Я представил себя на месте мсье Зейдмана — это было нетрудно — и, поскольку совесть не позволяла мне рассчитывать и дальше на его молчание, я решил искать место гладильщика. И уж в таком качестве, благодаря стараниям мадам Сары, попал в ателье мсье Альбера.
Что было потом, пока не вернулся Леон, вы уже знаете. «Надо смотреть правде в глаза», — сказал мне мсье Альбер во время нашего разговора на кухне. Припомнив свои успехи в разных ателье, я согласился с ним и уступил Леону его прежнее место.
Тогда же я понял еще кое-что, в чем со временем убедился окончательно: когда наступает мертвый сезон, то из всех, кто занят в пошиве женской одежды, я узнаю об этом самым первым, на своей шкуре.
Все эти истории я вам рассказываю только для того, чтобы предварить другую — ту, которую с самого начала собирался рассказать. Они как будто бы и не имеют к ней никакого отношения, но на самом деле очень даже с нею связаны. Вот послушайте.
Все началось с одного заветного желания. Точнее, с сознательного выбора, в котором оно выразилось, то есть с того, что, уезжая из Польши, мои родители выбрали своей второй родиной Францию. Выполняя это их желание, я и отправился в один прекрасный день в полицейское управление Восемнадцатого округа города Парижа (того, где я живу), чтобы теперь, после войны, подать запрос на получение французского гражданства. Будь оно у моих родителей, возможно, 16 июля 1942 года их не схватила бы вишистская полиция.
Мой запрос принял комиссар, который сам прежде служил в этой полиции, принял и сказал:
— Будьте уверены, я сделаю все возможное, чтобы вы получили отказ.

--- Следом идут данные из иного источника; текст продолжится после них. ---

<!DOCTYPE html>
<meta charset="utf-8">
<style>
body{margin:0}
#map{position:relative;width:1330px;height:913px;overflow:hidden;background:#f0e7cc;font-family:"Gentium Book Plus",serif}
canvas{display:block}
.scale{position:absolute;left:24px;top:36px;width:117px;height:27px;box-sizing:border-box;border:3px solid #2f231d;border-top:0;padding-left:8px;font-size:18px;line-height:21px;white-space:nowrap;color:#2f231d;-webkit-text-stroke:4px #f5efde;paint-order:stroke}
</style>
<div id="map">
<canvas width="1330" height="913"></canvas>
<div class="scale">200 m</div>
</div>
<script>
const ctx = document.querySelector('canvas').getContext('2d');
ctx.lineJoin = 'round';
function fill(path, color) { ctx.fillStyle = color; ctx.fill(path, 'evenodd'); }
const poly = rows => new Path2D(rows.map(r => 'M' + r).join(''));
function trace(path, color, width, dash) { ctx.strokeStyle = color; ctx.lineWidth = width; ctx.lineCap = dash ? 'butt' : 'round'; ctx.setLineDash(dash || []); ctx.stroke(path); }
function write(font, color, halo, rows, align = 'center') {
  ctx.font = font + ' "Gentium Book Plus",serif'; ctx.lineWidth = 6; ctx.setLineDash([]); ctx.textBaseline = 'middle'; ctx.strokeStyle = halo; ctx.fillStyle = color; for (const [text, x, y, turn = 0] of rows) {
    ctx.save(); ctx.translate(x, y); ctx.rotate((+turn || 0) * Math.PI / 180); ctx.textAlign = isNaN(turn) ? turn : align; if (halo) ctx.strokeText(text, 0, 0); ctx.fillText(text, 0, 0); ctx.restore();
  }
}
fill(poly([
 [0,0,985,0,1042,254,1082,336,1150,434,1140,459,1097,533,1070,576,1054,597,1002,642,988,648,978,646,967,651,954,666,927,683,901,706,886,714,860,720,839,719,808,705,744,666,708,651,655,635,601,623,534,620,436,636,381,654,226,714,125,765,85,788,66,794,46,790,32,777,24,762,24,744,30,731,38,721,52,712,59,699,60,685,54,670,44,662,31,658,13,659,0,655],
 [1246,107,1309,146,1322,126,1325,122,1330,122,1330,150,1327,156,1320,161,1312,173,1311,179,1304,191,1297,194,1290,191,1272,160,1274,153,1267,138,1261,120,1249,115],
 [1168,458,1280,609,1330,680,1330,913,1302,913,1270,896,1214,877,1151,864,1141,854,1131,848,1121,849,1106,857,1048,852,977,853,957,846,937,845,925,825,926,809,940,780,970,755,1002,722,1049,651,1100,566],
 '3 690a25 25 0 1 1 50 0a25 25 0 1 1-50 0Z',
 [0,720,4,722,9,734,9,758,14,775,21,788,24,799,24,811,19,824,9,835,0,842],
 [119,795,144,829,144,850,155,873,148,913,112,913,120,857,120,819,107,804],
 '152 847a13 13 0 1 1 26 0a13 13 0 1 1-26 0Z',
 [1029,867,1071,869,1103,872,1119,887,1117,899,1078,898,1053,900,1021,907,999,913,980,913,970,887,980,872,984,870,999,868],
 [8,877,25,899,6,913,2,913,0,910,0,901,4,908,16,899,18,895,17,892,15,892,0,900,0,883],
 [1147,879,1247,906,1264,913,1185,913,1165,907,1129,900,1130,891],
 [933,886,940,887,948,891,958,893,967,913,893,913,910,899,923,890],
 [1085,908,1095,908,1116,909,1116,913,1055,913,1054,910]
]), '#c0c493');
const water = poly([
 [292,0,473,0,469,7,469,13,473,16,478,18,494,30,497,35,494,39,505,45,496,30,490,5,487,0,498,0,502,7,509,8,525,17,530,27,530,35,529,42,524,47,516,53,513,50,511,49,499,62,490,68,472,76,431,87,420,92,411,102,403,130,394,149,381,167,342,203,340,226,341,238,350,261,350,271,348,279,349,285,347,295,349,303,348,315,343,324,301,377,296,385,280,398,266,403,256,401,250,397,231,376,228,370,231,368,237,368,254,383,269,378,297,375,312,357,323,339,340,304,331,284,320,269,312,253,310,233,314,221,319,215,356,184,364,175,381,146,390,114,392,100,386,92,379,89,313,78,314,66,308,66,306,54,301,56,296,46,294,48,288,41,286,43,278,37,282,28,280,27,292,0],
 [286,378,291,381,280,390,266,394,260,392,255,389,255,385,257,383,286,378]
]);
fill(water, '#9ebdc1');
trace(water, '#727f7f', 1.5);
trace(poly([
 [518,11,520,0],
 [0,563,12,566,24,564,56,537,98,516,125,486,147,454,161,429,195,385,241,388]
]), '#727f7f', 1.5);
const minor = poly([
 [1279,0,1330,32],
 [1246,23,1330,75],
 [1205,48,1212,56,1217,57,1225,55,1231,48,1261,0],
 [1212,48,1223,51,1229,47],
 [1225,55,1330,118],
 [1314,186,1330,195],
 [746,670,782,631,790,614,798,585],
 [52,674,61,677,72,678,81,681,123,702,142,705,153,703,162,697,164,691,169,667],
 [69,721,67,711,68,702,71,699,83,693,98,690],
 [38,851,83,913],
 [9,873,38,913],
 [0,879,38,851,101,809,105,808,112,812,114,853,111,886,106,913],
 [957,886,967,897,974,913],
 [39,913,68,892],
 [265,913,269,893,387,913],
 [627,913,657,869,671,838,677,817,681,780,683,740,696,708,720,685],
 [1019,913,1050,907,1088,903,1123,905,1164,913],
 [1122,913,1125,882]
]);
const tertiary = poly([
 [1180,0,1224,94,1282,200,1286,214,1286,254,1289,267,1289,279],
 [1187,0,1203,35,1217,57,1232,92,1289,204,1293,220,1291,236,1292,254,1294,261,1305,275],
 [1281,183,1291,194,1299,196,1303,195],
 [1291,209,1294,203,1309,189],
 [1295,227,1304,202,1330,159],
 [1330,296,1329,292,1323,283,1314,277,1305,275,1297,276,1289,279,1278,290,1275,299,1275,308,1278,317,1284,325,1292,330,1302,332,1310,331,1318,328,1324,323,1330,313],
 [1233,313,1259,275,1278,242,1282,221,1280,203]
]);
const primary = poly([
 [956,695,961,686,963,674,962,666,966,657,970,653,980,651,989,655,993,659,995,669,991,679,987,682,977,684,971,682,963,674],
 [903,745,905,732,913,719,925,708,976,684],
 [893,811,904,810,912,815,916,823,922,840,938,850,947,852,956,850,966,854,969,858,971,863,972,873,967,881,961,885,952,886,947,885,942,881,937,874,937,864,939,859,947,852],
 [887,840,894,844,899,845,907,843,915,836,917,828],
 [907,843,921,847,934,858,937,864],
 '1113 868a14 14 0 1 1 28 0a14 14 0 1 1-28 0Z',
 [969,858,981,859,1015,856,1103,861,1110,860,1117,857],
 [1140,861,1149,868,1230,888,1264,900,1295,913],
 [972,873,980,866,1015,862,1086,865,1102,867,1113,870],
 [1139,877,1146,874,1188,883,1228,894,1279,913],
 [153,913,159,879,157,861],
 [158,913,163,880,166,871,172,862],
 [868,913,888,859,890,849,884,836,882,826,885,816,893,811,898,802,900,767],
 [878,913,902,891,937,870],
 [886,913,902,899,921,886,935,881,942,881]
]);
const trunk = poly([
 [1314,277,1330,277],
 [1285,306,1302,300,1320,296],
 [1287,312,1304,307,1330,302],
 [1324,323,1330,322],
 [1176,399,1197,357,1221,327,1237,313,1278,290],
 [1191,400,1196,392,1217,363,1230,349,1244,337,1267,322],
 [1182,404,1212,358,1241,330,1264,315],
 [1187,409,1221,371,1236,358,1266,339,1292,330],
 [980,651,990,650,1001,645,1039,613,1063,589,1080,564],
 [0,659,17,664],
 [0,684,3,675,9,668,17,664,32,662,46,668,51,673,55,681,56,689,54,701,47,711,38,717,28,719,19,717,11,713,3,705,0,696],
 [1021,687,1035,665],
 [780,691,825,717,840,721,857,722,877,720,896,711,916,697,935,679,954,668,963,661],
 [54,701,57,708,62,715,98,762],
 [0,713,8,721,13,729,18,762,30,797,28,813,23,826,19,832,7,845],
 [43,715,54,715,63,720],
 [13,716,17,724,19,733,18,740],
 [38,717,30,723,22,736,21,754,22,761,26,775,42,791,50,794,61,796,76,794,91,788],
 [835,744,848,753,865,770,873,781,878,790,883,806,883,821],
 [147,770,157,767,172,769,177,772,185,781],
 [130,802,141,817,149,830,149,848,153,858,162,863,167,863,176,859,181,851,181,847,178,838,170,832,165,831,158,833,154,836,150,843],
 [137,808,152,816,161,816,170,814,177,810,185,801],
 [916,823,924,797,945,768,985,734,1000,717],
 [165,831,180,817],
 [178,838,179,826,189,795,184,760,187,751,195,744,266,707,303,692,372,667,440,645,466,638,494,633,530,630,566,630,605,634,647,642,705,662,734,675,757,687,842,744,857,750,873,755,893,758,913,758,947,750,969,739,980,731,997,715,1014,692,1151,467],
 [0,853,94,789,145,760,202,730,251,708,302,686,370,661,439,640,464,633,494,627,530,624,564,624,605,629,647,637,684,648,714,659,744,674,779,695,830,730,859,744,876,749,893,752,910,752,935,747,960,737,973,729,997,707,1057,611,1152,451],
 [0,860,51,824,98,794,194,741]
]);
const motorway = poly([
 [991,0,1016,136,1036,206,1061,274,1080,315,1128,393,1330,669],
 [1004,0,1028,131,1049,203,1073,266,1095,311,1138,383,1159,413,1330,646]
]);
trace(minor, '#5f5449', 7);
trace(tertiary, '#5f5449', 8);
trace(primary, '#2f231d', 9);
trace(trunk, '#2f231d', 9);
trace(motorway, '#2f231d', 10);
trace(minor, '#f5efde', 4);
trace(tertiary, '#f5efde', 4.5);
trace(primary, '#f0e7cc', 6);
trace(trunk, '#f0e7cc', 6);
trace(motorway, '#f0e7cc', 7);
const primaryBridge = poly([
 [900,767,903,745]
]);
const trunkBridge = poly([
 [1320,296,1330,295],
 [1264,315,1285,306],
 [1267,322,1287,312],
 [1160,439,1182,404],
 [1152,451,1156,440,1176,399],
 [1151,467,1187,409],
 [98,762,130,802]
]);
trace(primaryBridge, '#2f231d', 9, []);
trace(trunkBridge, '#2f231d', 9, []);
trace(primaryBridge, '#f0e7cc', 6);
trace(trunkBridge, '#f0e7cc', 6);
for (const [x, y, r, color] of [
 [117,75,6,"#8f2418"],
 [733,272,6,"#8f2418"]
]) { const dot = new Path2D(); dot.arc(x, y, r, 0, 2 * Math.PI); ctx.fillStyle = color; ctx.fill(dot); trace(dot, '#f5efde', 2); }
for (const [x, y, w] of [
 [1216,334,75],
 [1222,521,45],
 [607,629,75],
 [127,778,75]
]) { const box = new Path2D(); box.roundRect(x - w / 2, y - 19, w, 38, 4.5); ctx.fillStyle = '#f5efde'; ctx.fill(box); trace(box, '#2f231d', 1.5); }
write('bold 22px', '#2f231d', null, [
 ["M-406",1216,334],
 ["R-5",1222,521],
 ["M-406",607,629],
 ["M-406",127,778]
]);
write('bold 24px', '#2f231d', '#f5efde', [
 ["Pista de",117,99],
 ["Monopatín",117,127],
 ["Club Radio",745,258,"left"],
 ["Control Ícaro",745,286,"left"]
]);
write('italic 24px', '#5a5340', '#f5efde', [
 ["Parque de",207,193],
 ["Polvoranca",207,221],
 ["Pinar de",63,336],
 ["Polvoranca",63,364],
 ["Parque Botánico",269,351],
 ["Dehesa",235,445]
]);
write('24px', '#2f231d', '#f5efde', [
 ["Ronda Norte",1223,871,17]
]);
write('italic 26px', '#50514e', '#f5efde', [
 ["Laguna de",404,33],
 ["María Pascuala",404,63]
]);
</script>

Итак, на дворе 1946 год, и комиссар полиции Восемнадцатого округа, тот самый, кто четыре года назад на улице Маркаде арестовывал моих родителей, говорит мне: «Будьте уверены, я сделаю все возможное, чтобы вы получили отказ».
Я даже не сразу понял, что он такое сказал, стою, смотрю на него, а он уже занялся следующим посетителем. Смотрю и думаю: ну и что, собственно, изменилось, раз он все так же сидит на своем месте, за столом полицейского комиссара Восемнадцатого округа?
И я заговорил с ним — мысленно, конечно. Надо же что-то понять, даже если понять невозможно. Послушайте, господин комиссар, послушайте, что я вам скажу. Это ведь вы, господин комиссар, арестовали моих родителей. Помните, это было утром 16 июля 1942 года? Конечно, помните. Как и обо всех, кого в то утро схватили и отправили в битком набитых автобусах на Вель д'Ив. Но вы не знаете, что мне удалось улизнуть перед самым входом на стадион. И я убежал. Четырнадцатилетние мальчишки бегают быстро. Особенно когда бегут без оглядки — ведь если б я оглянулся, чтобы в последний раз посмотреть на маму с папой, то у меня бы ноги отнялись. Они тоже, я точно знаю, на меня не смотрели, чтобы не привлекать внимания конвоиров. Это и есть настоящее мужество, господин комиссар, не смотреть, как убегает твой сын, чтобы он мог спастись.
Я бежал, не останавливаясь, пока не прибежал обратно, в тот самый Восемнадцатый округ, где вы были и остаетесь до сих пор комиссаром полиции.
Я говорю с вами и шаг за шагом подхожу к выходу, а вы меня не слышите. Выпустят меня или задержат? Нет, ничего. Никто меня не замечает. У каждого свое дело к комиссару. Ну а полицейский у дверей пропустит? Смешно: я машинально посмотрел на левую сторону груди. Улыбаюсь и выхожу. Прогресс налицо: французская полиция теперь свободно выпускает евреев из участка на улицу. Чем же ты недоволен? Вышел, стоишь на тротуаре. Если захочешь, можешь пойти попить лимонаду в кафе на той стороне площади. Посещать кафе евреям и собакам больше не запрещается.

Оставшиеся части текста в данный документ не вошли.